The purpose of this is so the beneficiary can apply capital losses against the gains and the beneficiary can apply the appropriate discount percentage to the gains.
Draft Taxation Determination TD 2019/D6 Income tax: does Subdivision 855-A (or subsection 768-915(1)) of the Income Tax Assessment Act 1997 disregard a capital gain that a foreign resident (or temporary resident) beneficiary of a resident non-fixed trust makes because of subsection 115-215(3)? explains further that if a trust's net income includes a net capital gain, subsection 115-215(3) may treat a beneficiary as having extra capital gains (that is, in addition to those that the beneficiary has made directly) which are included in the calculation of their net capital gain under the method statement in subsection 102-5(1) and subsection 115-215(4A) makes it clear that the beneficiary is taken to have made these capital gains even though no CGT event has happened directly to the beneficiary (paragraphs 11 and 12).

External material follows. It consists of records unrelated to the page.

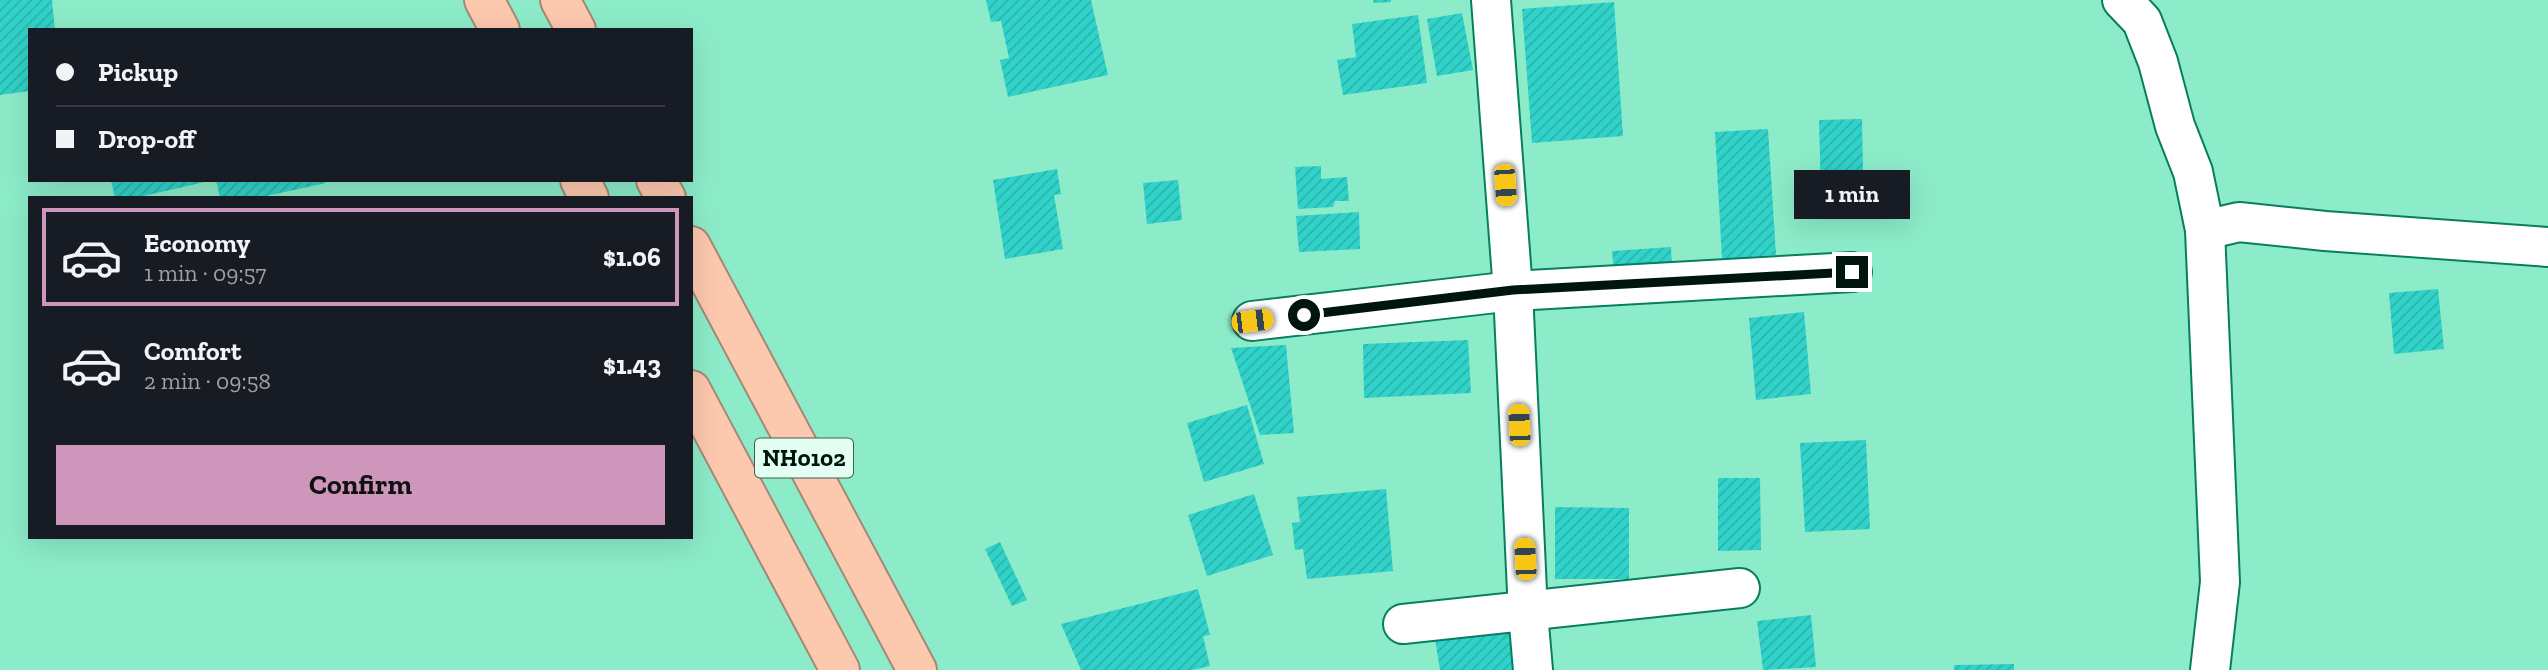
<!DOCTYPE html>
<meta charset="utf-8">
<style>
:root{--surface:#171b24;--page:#20242c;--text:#f1f3f6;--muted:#9ea1a6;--line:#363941;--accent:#cf96bb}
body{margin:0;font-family:"Zilla Slab",serif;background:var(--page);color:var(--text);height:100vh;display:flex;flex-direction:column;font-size:26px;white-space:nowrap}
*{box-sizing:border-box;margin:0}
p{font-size:23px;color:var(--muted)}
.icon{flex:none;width:38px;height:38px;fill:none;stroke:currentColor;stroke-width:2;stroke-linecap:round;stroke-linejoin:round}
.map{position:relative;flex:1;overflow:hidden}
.details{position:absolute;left:28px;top:196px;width:665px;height:343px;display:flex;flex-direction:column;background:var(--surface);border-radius:0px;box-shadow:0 7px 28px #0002}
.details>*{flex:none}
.top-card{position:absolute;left:28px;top:28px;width:665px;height:154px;border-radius:0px;box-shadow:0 7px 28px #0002;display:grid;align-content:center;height:154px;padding:0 28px;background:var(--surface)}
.end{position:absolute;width:32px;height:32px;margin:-16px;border:9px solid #00160d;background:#fff;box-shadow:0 0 0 4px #fff}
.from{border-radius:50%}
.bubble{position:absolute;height:49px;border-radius:0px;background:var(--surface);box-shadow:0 7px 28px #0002;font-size:23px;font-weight:800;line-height:49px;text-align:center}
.car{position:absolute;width:21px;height:42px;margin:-21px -10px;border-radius:9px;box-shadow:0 0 5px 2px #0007;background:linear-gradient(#f5c518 24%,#345 0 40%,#f5c518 0 76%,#345 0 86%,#f5c518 0)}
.top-card b{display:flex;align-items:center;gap:24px;height:66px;font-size:26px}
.top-card b+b{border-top:2px solid var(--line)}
.top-card i{width:18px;height:18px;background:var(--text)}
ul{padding:12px 0 0;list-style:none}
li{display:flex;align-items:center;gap:21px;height:98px;margin:0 14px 10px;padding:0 14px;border:4px solid transparent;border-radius:0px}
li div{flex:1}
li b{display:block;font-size:26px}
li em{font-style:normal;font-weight:800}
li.active{border-color:var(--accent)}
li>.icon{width:63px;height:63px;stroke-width:1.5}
.primary-button{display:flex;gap:14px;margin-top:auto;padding:14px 28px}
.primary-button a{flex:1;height:80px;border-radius:0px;background:var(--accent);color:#111;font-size:28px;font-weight:800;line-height:80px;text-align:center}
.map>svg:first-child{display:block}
</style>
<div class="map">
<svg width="2548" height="670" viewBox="0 0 2548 670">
<defs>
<pattern id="building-hatch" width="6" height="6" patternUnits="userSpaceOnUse" patternTransform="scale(1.75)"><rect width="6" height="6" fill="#31d2c9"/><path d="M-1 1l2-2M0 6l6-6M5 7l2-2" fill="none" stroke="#2ab4ab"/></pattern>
</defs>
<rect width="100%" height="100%" fill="#8cecc9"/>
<g fill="url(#building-hatch)">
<polygon points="0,0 52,0 55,30 30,30 30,91 0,95"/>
<polygon points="986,0 1091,0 1108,75 1008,97 1000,60 1009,58 1001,21 991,22"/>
<polygon points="1373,0 1391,0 1391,2 1374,3"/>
<polygon points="1614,2 1623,136 1532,143 1522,9"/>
<polygon points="1462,13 1473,70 1437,76 1427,19"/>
<polygon points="1418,15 1427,83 1343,95 1337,60 1356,57 1352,24"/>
<polygon points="1862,119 1863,171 1841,172 1841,197 1821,197 1819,120"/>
<polygon points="1768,129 1776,255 1722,259 1715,132"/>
<polygon points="1321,166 1321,179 1347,177 1349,201 1335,201 1333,207 1298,209 1295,167"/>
<polygon points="1057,169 1061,194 1054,195 1063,249 1005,259 993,180"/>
<polygon points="111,180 209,180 209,181 135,198 115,198"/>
<polygon points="216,180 325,180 326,183 257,198 220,198"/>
<polygon points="1178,180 1182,220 1147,224 1143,183"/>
<polygon points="1359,212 1360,249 1299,252 1296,216"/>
<polygon points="1671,247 1672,268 1614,272 1612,251"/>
<polygon points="2438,289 2444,349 2394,354 2389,293"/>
<polygon points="1804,312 1811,394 1756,400 1749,318"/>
<polygon points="1468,340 1471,393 1364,398 1363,344"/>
<polygon points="1286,345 1294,433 1260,435 1231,348"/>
<polygon points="1247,405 1264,464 1204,482 1187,423"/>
<polygon points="1866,440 1870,529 1805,532 1800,443"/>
<polygon points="1718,478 1760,478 1761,550 1718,551"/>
<polygon points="1386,489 1393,571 1307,579 1303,549 1295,550 1292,523 1300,522 1297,497"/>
<polygon points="1254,494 1273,555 1207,576 1188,515"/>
<polygon points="1555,507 1629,508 1629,579 1555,579"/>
<polygon points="1000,542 1027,600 1012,606 985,549"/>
<polygon points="1198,589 1210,635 1203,636 1210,666 1192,670 1081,670 1061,624"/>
<polygon points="1811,615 1816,667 1763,670 1757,621"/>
<polygon points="1515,628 1521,670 1440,670 1435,639"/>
<polygon points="2014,664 2014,670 1954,670 1954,665"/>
</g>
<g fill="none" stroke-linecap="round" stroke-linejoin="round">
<g stroke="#087e60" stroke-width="42">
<g id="minor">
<polyline points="1491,0 1513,291 1528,613 1533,670"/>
<polyline points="2122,0 2142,21 2158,62 2175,126 2193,172 2205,230 2239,222 2325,231 2548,247"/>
<polyline points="2205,230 2220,582 2210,670"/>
<polyline points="1252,321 1513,291 1852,272"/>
<polyline points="1403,624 1740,588"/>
</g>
</g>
<g stroke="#a48a76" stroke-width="42">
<g id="highway">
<polyline points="484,0 500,30"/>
<polyline points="560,0 576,30"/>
<polyline points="580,180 589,198"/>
<polyline points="656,180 666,198"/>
<polyline points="691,246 917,670"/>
<polyline points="691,390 840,670"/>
</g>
</g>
<use href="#minor" stroke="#fff" stroke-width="38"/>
<use href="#highway" stroke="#fcc8ae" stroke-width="38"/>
</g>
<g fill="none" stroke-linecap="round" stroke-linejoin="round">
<polyline stroke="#00160d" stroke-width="9" points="1304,315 1513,290 1852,272"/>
</g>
<g text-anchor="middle" stroke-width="5" stroke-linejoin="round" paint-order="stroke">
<rect fill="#e3fef3" stroke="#445c52" stroke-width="2" x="755" y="438.5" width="98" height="39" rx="5"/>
<g font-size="23" font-weight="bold" fill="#00160d">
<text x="804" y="466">NH0102</text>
</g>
</g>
</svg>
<i class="end from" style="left:1304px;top:315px"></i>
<i class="end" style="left:1852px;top:272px"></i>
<div class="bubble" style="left:1794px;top:170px;width:116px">1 min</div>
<i class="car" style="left:1505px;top:185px;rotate:176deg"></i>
<i class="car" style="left:1252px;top:321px;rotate:83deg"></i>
<i class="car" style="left:1519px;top:425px;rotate:357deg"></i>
<i class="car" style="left:1525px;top:559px;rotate:357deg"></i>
<div class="top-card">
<b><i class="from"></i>Pickup</b>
<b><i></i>Drop-off</b>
</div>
<section class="details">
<ul>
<li class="active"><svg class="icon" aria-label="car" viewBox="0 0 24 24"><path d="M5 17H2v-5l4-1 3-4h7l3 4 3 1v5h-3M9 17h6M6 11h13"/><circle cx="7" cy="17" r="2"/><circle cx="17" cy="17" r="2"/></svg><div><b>Economy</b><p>1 min · 09:57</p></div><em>$1.06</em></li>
<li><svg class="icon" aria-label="car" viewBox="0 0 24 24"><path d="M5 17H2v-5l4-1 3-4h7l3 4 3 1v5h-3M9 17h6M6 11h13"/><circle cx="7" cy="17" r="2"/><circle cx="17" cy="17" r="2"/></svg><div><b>Comfort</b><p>2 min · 09:58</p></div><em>$1.43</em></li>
</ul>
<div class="primary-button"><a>Confirm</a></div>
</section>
</div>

Application to your situation
The trust deed does not provide that one specific beneficiary has ownership of the property. When the asset is not fungible and there is more than one beneficiary potentially entitled to the asset, no one beneficiary can be considered absolutely entitled to the asset. No beneficiary could have an interest in the property until that property is appointed to them by the trustee.
The relevant CGT event occurs to the Property which is owned by the Trust. As no beneficiary is absolutely entitled to the Property, the CGT event A1 will happen to the legal owner which is the Trust. The relevant CGT event is happening to the dwelling and associated property which is owned by the trust.
Subsection 118-110(1) of the ITAA 1997 requires the relevant capital gain or loss you make to be from a CGT event that happens in relation to a CGT asset that is a dwelling or your ownership interest in it. The capital gain is not as a result of a CGT event that occurred from the CGT event A1 (disposal of the property). It is the extra capital gain to which both beneficiaries are made specifically entitled. Subsection 115-215(1) states that the beneficiary can apply capital losses and appropriate discount percentages to the capital gains derived under this section. It does not state that it allows a beneficiary to claim the main residence exemption.
Since the beneficiaries were not the legal owners, they did not have an ownership interest in the property. Therefore the property cannot have been their main residence during their ownership period for the purpose of section 118-110 of the ITAA 1997.
Therefore, the capital gain or loss from the sale of the property cannot be disregarded.
Accordingly, as joint beneficiaries, they cannot claim the main residence exemption.